According to Sullivan’s letter, Murray and several of his campaign aides were informed months ago that regulators suspected them of violating state campaign finance law. In fact, Sullivan wrote that Murray and his campaign aides each asked for a hearing prior to Sullivan turning the case over to Coakley for further investigation.
Murray, who has hired former US attorney Donald Stern to represent him, has already been examined under oath by investigators in the McLaughlin case and has spent $78,659 on legal bills from his campaign funds, according to his campaign finance reports. Under state law, politicians have wide discretion in how they spend campaign funds, including for their legal defense.

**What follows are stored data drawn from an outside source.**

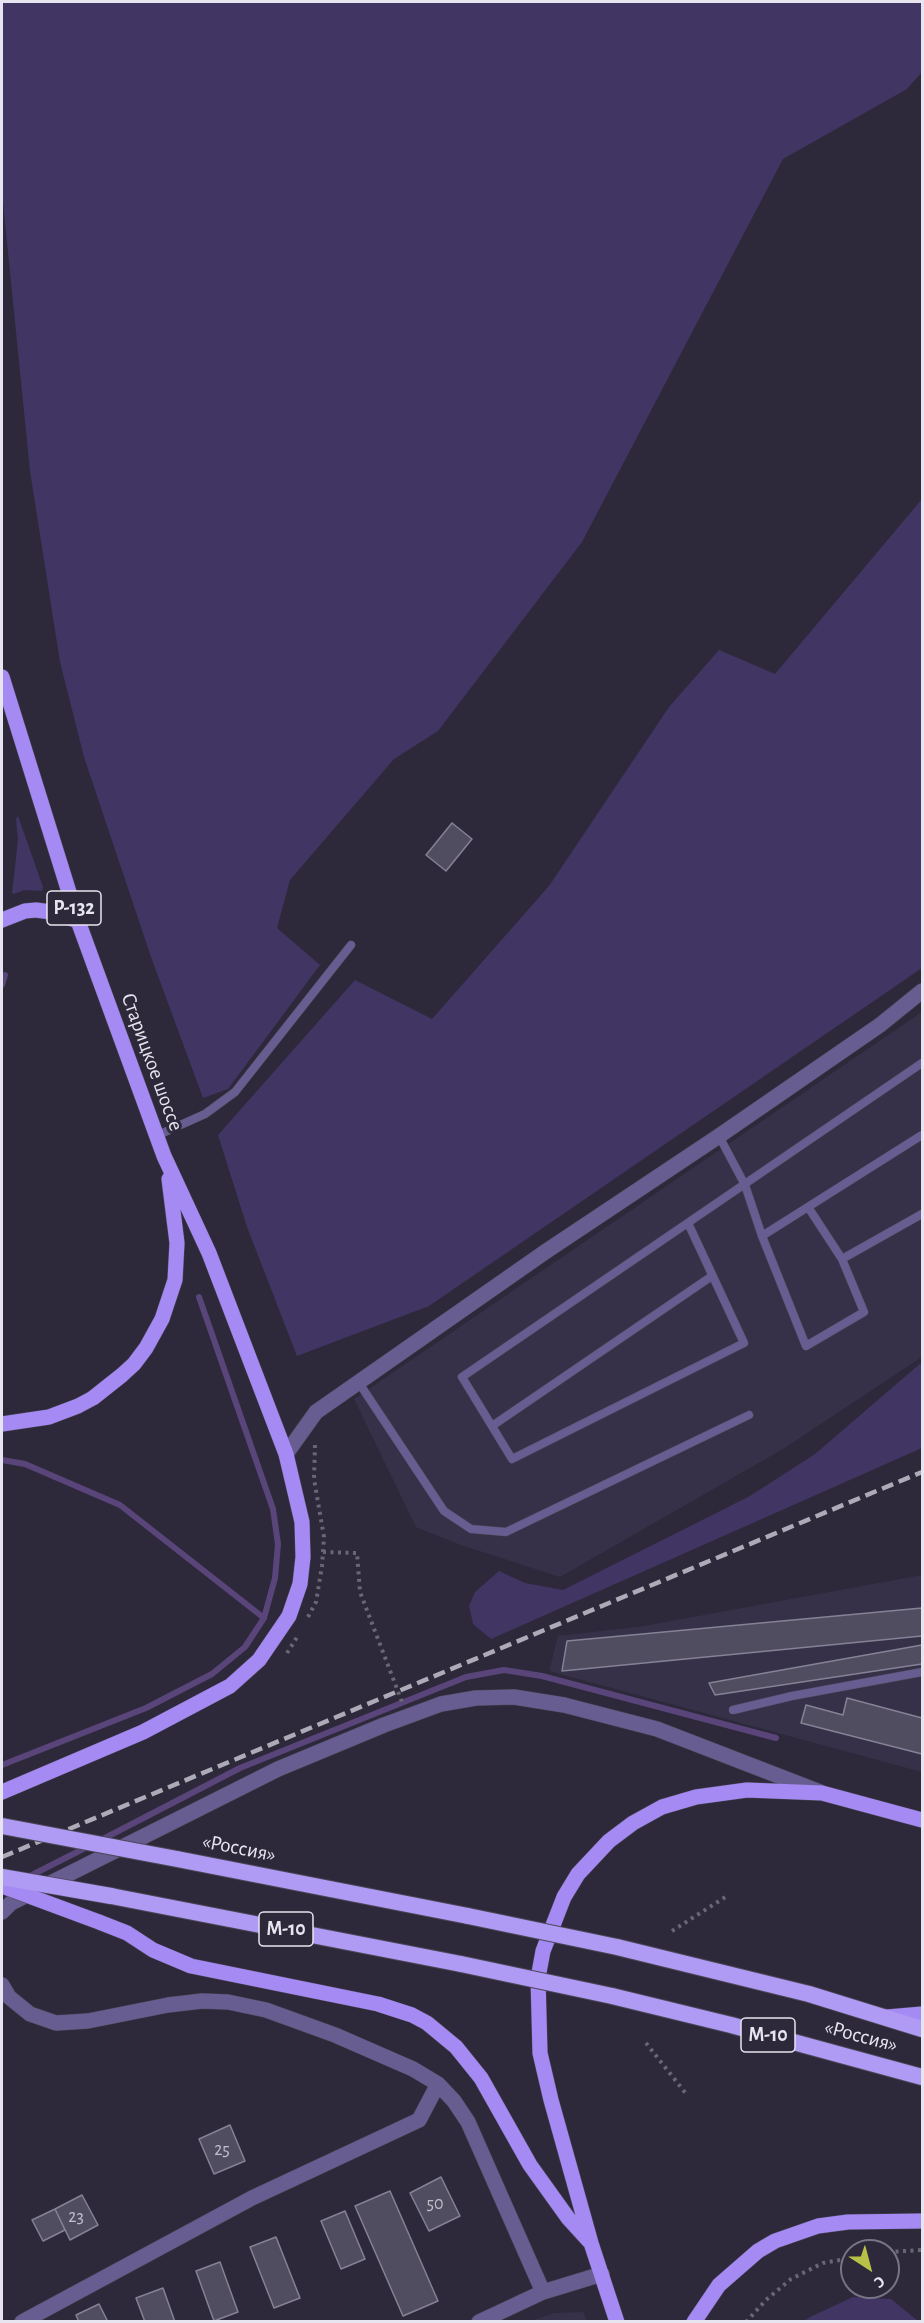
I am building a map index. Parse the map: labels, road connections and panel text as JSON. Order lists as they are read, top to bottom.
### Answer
{
  "streets": {
    "highway": ["«Россия»", "М-10"],
    "main road": ["Р-132", "Старицкое шоссе"]
  },
  "house_numbers": ["25", "50", "23"],
  "north": "bottom right"
}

Sullivan’s letter to Coakley also cites evidence of wrongdoing by several others, including James McNichols, a former senior Chelsea Housing Authority accountant and friend of McLaughlin’s who sometimes collected political donations from housing employees for McLaughlin, according to interviews with current and former employees. State and federal laws prohibit public managers from pressuring their employees to donate to political campaigns. McNichols’s lawyer declined to comment on the letter.
Others named in the letter are Murray’s current and former campaign treasurers, dating back to 2000: David Martin, a principal in the campaign finance compliance firm Chick Montana; Brendan Moran, a former Murray campaign aide; and Carolyn Leary, whose husband was Murray’s former chief of staff. Martin declined comment; the others could not be reached.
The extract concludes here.